### Task inputs

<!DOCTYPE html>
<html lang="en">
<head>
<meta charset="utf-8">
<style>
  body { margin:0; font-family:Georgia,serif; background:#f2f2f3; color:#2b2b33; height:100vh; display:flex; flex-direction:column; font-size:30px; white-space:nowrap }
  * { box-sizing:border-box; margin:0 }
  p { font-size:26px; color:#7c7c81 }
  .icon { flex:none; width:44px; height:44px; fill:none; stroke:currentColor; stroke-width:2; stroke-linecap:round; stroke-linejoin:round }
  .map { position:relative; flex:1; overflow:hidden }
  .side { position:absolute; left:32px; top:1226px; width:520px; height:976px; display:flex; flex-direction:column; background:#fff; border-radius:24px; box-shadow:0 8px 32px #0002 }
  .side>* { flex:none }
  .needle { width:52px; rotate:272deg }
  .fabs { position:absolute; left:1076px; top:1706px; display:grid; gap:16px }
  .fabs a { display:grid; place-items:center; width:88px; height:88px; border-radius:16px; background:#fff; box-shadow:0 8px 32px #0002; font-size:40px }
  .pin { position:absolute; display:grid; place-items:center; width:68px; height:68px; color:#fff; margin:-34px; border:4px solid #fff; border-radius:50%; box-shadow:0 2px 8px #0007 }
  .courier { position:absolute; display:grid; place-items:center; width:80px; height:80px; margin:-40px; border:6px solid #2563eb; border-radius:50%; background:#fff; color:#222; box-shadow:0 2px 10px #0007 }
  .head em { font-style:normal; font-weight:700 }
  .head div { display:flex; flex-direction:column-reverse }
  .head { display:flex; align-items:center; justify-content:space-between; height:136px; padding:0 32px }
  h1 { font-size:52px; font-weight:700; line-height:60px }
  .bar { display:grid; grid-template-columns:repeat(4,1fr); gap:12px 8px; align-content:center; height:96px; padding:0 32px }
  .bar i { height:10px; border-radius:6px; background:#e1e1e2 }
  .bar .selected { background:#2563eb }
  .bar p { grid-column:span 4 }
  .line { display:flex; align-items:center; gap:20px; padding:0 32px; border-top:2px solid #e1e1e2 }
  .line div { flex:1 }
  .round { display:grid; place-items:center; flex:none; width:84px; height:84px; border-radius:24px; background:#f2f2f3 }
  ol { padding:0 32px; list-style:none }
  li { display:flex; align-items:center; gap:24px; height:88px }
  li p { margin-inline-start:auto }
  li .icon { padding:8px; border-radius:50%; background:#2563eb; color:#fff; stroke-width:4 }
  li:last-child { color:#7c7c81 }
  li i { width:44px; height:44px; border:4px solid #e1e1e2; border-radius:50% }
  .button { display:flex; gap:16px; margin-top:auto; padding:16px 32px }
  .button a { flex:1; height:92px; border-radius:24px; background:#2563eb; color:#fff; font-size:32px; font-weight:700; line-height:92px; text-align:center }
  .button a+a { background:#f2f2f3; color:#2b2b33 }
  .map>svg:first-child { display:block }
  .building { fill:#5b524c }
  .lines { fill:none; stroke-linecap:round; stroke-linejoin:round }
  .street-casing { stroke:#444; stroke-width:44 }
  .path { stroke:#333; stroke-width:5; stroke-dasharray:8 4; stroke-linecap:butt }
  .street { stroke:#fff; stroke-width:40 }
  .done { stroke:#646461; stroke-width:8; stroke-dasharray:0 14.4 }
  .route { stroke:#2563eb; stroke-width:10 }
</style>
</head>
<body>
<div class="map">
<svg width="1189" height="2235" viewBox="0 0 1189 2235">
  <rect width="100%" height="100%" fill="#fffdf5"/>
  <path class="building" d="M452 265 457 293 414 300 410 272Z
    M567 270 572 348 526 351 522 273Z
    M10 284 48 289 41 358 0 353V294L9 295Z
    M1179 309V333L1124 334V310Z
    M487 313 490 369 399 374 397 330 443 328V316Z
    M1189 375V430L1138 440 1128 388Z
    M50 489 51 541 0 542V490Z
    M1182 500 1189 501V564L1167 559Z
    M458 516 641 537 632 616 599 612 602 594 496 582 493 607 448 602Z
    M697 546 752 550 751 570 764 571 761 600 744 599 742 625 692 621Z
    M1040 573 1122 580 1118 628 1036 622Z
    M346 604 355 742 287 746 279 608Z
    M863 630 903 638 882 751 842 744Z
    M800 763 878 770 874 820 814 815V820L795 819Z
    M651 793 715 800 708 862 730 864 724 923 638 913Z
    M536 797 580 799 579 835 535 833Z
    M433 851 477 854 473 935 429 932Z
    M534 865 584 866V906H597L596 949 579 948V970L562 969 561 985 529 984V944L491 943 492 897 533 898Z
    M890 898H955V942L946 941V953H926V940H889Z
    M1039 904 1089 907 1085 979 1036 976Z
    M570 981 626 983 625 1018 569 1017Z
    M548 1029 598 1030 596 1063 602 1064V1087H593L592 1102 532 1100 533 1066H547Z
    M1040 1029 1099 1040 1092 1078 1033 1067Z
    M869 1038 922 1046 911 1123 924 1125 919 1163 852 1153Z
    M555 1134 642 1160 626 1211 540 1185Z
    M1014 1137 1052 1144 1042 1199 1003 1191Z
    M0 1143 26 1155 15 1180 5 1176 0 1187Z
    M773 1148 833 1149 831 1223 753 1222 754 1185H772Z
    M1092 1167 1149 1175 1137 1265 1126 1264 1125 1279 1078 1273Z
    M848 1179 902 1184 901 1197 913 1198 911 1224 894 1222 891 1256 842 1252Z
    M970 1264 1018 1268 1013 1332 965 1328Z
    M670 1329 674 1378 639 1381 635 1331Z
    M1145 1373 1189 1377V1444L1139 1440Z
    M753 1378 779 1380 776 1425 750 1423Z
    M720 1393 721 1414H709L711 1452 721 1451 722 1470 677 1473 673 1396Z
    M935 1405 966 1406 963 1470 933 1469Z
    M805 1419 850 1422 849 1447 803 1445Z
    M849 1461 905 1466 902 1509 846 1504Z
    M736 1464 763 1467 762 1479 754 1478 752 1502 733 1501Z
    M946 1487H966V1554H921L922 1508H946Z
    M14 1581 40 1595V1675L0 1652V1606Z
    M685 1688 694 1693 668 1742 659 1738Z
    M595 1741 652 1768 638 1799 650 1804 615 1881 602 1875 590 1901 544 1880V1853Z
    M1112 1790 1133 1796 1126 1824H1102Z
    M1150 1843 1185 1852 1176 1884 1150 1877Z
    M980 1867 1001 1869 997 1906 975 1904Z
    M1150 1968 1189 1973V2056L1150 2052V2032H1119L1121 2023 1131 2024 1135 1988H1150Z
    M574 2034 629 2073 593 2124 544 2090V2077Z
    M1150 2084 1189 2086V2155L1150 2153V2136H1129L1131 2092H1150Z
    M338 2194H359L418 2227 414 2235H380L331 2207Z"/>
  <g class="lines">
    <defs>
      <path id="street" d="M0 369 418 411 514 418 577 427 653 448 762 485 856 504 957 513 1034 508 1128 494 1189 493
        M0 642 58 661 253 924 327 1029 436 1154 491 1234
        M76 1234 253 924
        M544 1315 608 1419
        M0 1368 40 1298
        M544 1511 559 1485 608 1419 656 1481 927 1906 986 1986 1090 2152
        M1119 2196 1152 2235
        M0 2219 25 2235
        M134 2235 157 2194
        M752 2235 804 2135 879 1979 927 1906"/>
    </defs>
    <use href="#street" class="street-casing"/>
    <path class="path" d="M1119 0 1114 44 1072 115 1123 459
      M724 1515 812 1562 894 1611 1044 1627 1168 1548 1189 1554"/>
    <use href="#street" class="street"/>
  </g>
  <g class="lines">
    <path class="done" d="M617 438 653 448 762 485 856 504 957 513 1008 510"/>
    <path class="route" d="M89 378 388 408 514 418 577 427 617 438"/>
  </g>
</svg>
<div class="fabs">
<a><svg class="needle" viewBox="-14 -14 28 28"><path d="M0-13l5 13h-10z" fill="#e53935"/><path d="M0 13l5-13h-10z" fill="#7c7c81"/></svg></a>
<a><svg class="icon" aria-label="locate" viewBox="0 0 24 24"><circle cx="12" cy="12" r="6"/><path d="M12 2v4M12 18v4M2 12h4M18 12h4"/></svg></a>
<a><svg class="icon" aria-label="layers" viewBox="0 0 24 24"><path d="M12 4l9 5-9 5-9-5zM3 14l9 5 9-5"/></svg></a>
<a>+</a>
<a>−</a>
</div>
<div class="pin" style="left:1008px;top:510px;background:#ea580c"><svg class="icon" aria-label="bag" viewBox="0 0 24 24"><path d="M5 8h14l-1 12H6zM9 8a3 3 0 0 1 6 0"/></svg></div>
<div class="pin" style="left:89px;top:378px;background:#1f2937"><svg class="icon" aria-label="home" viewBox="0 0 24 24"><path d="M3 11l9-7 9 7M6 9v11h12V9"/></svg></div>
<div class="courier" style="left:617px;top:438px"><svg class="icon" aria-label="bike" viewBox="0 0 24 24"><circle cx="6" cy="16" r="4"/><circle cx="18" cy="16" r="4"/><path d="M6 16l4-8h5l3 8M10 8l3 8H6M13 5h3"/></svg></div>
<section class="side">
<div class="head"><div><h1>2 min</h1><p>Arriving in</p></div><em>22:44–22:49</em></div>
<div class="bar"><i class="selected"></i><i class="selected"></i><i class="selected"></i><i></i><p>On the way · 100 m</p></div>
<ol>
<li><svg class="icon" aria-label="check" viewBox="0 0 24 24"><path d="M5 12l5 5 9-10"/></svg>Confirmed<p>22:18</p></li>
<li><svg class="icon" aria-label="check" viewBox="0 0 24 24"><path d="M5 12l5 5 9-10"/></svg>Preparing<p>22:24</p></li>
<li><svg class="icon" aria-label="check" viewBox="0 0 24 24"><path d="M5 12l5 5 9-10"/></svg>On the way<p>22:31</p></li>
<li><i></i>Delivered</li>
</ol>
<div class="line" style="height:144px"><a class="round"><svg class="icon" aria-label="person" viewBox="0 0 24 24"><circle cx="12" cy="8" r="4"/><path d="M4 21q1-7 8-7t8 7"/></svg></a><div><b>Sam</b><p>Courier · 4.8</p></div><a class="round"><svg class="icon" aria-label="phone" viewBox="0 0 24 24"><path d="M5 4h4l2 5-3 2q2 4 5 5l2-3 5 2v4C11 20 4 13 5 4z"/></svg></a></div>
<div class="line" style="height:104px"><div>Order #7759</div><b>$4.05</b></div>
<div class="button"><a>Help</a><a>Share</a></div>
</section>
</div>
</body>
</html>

######

The expected output is every line of the records in which the string "fabs" appears.

» Answer to this exercise
  .fabs { position:absolute; left:1076px; top:1706px; display:grid; gap:16px }
  .fabs a { display:grid; place-items:center; width:88px; height:88px; border-radius:16px; background:#fff; box-shadow:0 8px 32px #0002; font-size:40px }
<div class="fabs">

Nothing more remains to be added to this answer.